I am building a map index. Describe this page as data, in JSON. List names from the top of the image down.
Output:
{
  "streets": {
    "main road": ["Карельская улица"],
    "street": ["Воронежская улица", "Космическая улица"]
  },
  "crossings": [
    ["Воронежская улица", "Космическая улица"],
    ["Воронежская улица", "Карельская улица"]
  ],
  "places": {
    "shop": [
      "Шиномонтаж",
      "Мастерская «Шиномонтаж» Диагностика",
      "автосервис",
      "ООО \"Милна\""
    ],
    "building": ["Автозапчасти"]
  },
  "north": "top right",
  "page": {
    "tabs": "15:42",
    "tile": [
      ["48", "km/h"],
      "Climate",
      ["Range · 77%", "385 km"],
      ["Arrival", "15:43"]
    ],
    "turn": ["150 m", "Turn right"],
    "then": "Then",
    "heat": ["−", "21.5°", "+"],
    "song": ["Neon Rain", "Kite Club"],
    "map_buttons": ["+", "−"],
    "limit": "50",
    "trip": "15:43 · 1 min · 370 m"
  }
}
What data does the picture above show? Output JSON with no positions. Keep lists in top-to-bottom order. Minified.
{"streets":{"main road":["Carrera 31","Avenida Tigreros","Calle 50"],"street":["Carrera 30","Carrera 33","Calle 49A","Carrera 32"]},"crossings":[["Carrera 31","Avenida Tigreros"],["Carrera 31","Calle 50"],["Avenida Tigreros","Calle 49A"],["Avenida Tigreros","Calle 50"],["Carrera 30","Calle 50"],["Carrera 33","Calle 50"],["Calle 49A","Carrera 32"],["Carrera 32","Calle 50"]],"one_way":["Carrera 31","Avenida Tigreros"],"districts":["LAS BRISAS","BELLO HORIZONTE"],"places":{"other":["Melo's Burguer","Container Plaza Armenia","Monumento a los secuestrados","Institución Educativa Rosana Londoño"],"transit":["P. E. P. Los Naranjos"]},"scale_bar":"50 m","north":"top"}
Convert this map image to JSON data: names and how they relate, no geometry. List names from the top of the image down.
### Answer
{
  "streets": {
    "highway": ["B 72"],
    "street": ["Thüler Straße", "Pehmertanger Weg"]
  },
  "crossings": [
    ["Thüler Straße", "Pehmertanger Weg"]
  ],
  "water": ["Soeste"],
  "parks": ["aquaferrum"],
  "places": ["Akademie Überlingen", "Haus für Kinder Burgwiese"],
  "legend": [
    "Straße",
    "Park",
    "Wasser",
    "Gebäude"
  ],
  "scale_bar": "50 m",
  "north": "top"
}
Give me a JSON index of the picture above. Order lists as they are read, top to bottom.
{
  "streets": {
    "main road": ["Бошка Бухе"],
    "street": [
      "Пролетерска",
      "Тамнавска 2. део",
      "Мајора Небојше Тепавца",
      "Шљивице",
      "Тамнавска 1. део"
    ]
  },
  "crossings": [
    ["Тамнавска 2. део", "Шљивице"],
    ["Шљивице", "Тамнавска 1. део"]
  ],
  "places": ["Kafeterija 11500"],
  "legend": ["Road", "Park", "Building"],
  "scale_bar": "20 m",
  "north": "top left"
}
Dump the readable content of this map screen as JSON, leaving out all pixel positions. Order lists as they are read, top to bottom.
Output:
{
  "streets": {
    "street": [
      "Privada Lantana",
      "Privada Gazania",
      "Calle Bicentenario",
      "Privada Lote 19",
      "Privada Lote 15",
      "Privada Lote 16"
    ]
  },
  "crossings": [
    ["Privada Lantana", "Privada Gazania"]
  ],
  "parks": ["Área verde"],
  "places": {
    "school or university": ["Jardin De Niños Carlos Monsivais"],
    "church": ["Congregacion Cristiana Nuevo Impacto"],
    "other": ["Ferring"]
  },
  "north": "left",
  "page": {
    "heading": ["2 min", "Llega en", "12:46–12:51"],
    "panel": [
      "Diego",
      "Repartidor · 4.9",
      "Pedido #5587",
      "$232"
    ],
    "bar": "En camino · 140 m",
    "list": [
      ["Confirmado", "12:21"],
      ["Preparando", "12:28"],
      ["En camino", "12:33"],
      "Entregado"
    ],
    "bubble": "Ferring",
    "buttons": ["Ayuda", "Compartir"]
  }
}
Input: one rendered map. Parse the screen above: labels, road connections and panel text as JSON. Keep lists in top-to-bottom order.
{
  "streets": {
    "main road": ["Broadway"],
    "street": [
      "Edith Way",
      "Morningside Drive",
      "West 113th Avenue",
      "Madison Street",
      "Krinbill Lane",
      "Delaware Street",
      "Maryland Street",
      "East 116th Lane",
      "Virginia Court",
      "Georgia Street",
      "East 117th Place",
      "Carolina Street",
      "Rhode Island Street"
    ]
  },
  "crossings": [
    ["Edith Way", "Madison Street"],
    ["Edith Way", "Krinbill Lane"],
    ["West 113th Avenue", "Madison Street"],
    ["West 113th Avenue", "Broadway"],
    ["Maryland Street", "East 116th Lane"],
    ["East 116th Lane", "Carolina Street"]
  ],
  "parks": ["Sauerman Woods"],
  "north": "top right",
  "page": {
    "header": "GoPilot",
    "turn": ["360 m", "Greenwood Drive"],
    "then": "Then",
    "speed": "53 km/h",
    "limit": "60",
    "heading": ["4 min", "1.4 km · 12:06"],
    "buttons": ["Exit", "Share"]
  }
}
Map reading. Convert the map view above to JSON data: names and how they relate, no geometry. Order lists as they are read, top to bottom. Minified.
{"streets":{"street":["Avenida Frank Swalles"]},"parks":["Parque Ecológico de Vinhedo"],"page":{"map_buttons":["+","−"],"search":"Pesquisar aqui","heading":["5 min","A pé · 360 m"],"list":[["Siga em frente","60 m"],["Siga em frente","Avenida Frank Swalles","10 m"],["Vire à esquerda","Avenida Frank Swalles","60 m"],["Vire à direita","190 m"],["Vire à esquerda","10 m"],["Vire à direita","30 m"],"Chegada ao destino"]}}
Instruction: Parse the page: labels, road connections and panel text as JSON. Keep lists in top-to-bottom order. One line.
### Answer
------------------------------------------------------------------------
Requirement:
Nothing is to be left out; reproduce each record exactly.

Task solution:
I am building a map index. Describe this page as data, in JSON. List names from the top of the image down.
Output:
{
  "streets": {
    "main road": ["Карельская улица"],
    "street": ["Воронежская улица", "Космическая улица"]
  },
  "crossings": [
    ["Воронежская улица", "Космическая улица"],
    ["Воронежская улица", "Карельская улица"]
  ],
  "places": {
    "shop": [
      "Шиномонтаж",
      "Мастерская «Шиномонтаж» Диагностика",
      "автосервис",
      "ООО \"Милна\""
    ],
    "building": ["Автозапчасти"]
  },
  "north": "top right",
  "page": {
    "tabs": "15:42",
    "tile": [
      ["48", "km/h"],
      "Climate",
      ["Range · 77%", "385 km"],
      ["Arrival", "15:43"]
    ],
    "turn": ["150 m", "Turn right"],
    "then": "Then",
    "heat": ["−", "21.5°", "+"],
    "song": ["Neon Rain", "Kite Club"],
    "map_buttons": ["+", "−"],
    "limit": "50",
    "trip": "15:43 · 1 min · 370 m"
  }
}
What data does the picture above show? Output JSON with no positions. Keep lists in top-to-bottom order. Minified.
{"streets":{"main road":["Carrera 31","Avenida Tigreros","Calle 50"],"street":["Carrera 30","Carrera 33","Calle 49A","Carrera 32"]},"crossings":[["Carrera 31","Avenida Tigreros"],["Carrera 31","Calle 50"],["Avenida Tigreros","Calle 49A"],["Avenida Tigreros","Calle 50"],["Carrera 30","Calle 50"],["Carrera 33","Calle 50"],["Calle 49A","Carrera 32"],["Carrera 32","Calle 50"]],"one_way":["Carrera 31","Avenida Tigreros"],"districts":["LAS BRISAS","BELLO HORIZONTE"],"places":{"other":["Melo's Burguer","Container Plaza Armenia","Monumento a los secuestrados","Institución Educativa Rosana Londoño"],"transit":["P. E. P. Los Naranjos"]},"scale_bar":"50 m","north":"top"}
Convert this map image to JSON data: names and how they relate, no geometry. List names from the top of the image down.
### Answer
{
  "streets": {
    "highway": ["B 72"],
    "street": ["Thüler Straße", "Pehmertanger Weg"]
  },
  "crossings": [
    ["Thüler Straße", "Pehmertanger Weg"]
  ],
  "water": ["Soeste"],
  "parks": ["aquaferrum"],
  "places": ["Akademie Überlingen", "Haus für Kinder Burgwiese"],
  "legend": [
    "Straße",
    "Park",
    "Wasser",
    "Gebäude"
  ],
  "scale_bar": "50 m",
  "north": "top"
}
Give me a JSON index of the picture above. Order lists as they are read, top to bottom.
{
  "streets": {
    "main road": ["Бошка Бухе"],
    "street": [
      "Пролетерска",
      "Тамнавска 2. део",
      "Мајора Небојше Тепавца",
      "Шљивице",
      "Тамнавска 1. део"
    ]
  },
  "crossings": [
    ["Тамнавска 2. део", "Шљивице"],
    ["Шљивице", "Тамнавска 1. део"]
  ],
  "places": ["Kafeterija 11500"],
  "legend": ["Road", "Park", "Building"],
  "scale_bar": "20 m",
  "north": "top left"
}
Dump the readable content of this map screen as JSON, leaving out all pixel positions. Order lists as they are read, top to bottom.
Output:
{
  "streets": {
    "street": [
      "Privada Lantana",
      "Privada Gazania",
      "Calle Bicentenario",
      "Privada Lote 19",
      "Privada Lote 15",
      "Privada Lote 16"
    ]
  },
  "crossings": [
    ["Privada Lantana", "Privada Gazania"]
  ],
  "parks": ["Área verde"],
  "places": {
    "school or university": ["Jardin De Niños Carlos Monsivais"],
    "church": ["Congregacion Cristiana Nuevo Impacto"],
    "other": ["Ferring"]
  },
  "north": "left",
  "page": {
    "heading": ["2 min", "Llega en", "12:46–12:51"],
    "panel": [
      "Diego",
      "Repartidor · 4.9",
      "Pedido #5587",
      "$232"
    ],
    "bar": "En camino · 140 m",
    "list": [
      ["Confirmado", "12:21"],
      ["Preparando", "12:28"],
      ["En camino", "12:33"],
      "Entregado"
    ],
    "bubble": "Ferring",
    "buttons": ["Ayuda", "Compartir"]
  }
}
Input: one rendered map. Parse the screen above: labels, road connections and panel text as JSON. Keep lists in top-to-bottom order.
{
  "streets": {
    "main road": ["Broadway"],
    "street": [
      "Edith Way",
      "Morningside Drive",
      "West 113th Avenue",
      "Madison Street",
      "Krinbill Lane",
      "Delaware Street",
      "Maryland Street",
      "East 116th Lane",
      "Virginia Court",
      "Georgia Street",
      "East 117th Place",
      "Carolina Street",
      "Rhode Island Street"
    ]
  },
  "crossings": [
    ["Edith Way", "Madison Street"],
    ["Edith Way", "Krinbill Lane"],
    ["West 113th Avenue", "Madison Street"],
    ["West 113th Avenue", "Broadway"],
    ["Maryland Street", "East 116th Lane"],
    ["East 116th Lane", "Carolina Street"]
  ],
  "parks": ["Sauerman Woods"],
  "north": "top right",
  "page": {
    "header": "GoPilot",
    "turn": ["360 m", "Greenwood Drive"],
    "then": "Then",
    "speed": "53 km/h",
    "limit": "60",
    "heading": ["4 min", "1.4 km · 12:06"],
    "buttons": ["Exit", "Share"]
  }
}
Map reading. Convert the map view above to JSON data: names and how they relate, no geometry. Order lists as they are read, top to bottom. Minified.
{"streets":{"street":["Avenida Frank Swalles"]},"parks":["Parque Ecológico de Vinhedo"],"page":{"map_buttons":["+","−"],"search":"Pesquisar aqui","heading":["5 min","A pé · 360 m"],"list":[["Siga em frente","60 m"],["Siga em frente","Avenida Frank Swalles","10 m"],["Vire à esquerda","Avenida Frank Swalles","60 m"],["Vire à direita","190 m"],["Vire à esquerda","10 m"],["Vire à direita","30 m"],"Chegada ao destino"]}}
Instruction: Parse the page: labels, road connections and panel text as JSON. Keep lists in top-to-bottom order. One line.
### Answer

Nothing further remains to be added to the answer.